**Instructions to follow**
Repeat each record below exactly, dropping the pictures.

**Input records**
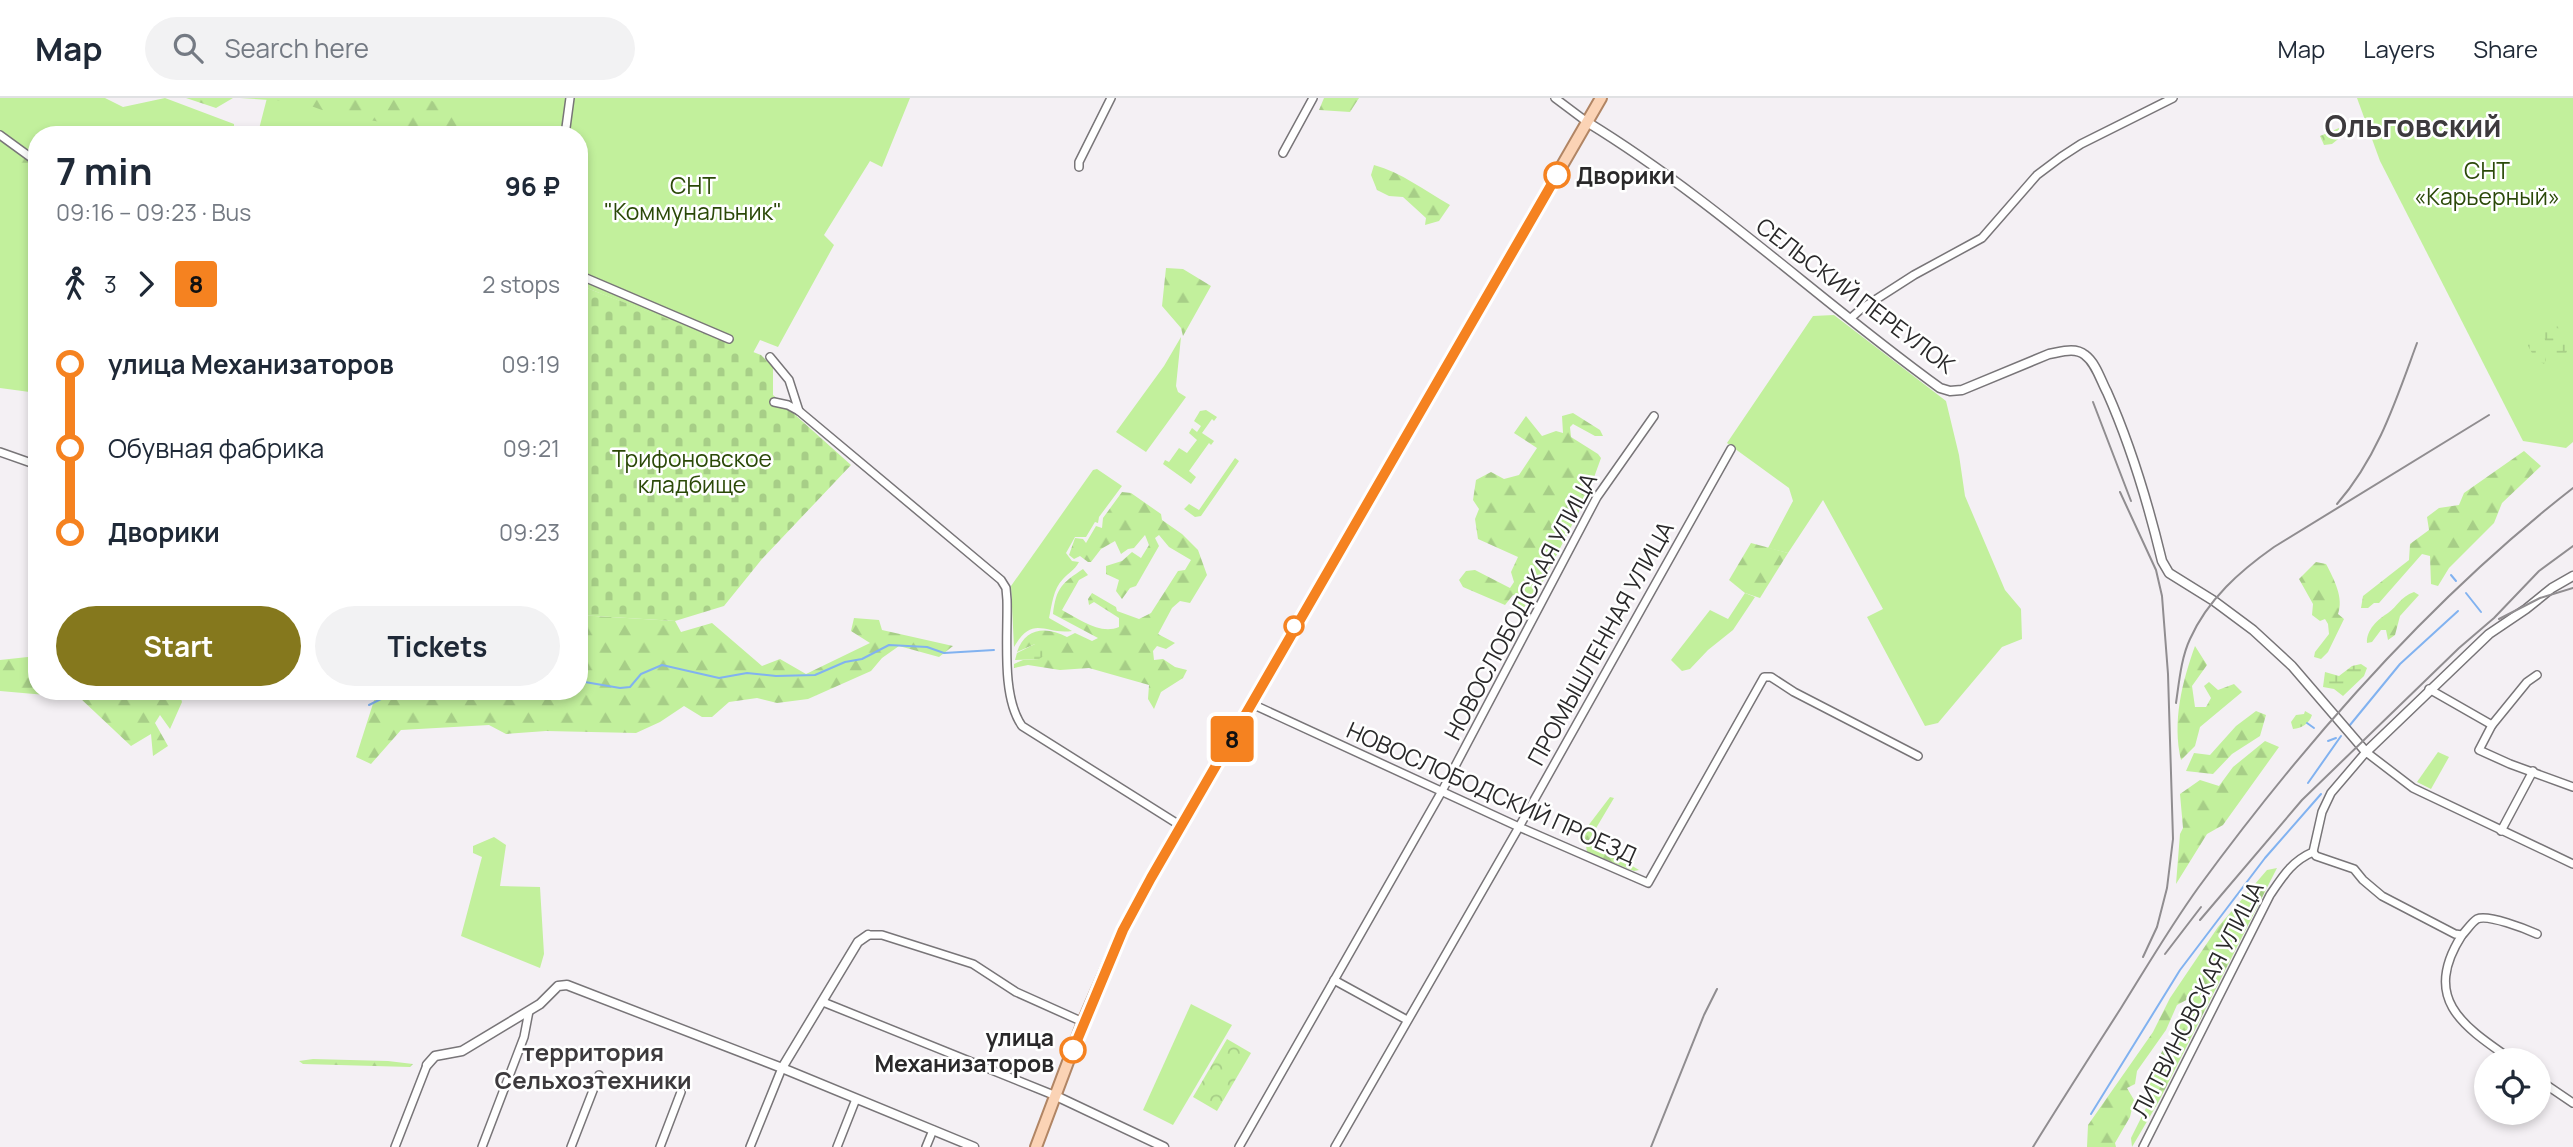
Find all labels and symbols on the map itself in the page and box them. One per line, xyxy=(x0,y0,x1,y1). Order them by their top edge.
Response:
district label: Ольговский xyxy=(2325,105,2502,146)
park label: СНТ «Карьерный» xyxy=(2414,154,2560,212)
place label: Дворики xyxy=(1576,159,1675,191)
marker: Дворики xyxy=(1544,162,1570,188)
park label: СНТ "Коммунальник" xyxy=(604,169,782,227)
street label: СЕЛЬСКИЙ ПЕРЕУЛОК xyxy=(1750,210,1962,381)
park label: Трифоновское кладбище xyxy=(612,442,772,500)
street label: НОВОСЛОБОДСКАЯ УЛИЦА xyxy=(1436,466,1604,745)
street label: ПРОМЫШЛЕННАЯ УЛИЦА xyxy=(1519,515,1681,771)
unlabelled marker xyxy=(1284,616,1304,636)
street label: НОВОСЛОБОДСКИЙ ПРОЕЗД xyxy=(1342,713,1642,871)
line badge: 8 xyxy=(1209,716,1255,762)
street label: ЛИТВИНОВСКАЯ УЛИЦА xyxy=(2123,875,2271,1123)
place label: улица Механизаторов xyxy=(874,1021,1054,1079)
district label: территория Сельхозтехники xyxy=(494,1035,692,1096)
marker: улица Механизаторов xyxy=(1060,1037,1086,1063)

**Solved exercise**
Find all labels and symbols on the map itself in the page and box them. One per line, xyxy=(x0,y0,x1,y1). Order them by their top edge.
Response:
district label: Ольговский xyxy=(2325,105,2502,146)
park label: СНТ «Карьерный» xyxy=(2414,154,2560,212)
place label: Дворики xyxy=(1576,159,1675,191)
marker: Дворики xyxy=(1544,162,1570,188)
park label: СНТ "Коммунальник" xyxy=(604,169,782,227)
street label: СЕЛЬСКИЙ ПЕРЕУЛОК xyxy=(1750,210,1962,381)
park label: Трифоновское кладбище xyxy=(612,442,772,500)
street label: НОВОСЛОБОДСКАЯ УЛИЦА xyxy=(1436,466,1604,745)
street label: ПРОМЫШЛЕННАЯ УЛИЦА xyxy=(1519,515,1681,771)
unlabelled marker xyxy=(1284,616,1304,636)
street label: НОВОСЛОБОДСКИЙ ПРОЕЗД xyxy=(1342,713,1642,871)
line badge: 8 xyxy=(1209,716,1255,762)
street label: ЛИТВИНОВСКАЯ УЛИЦА xyxy=(2123,875,2271,1123)
place label: улица Механизаторов xyxy=(874,1021,1054,1079)
district label: территория Сельхозтехники xyxy=(494,1035,692,1096)
marker: улица Механизаторов xyxy=(1060,1037,1086,1063)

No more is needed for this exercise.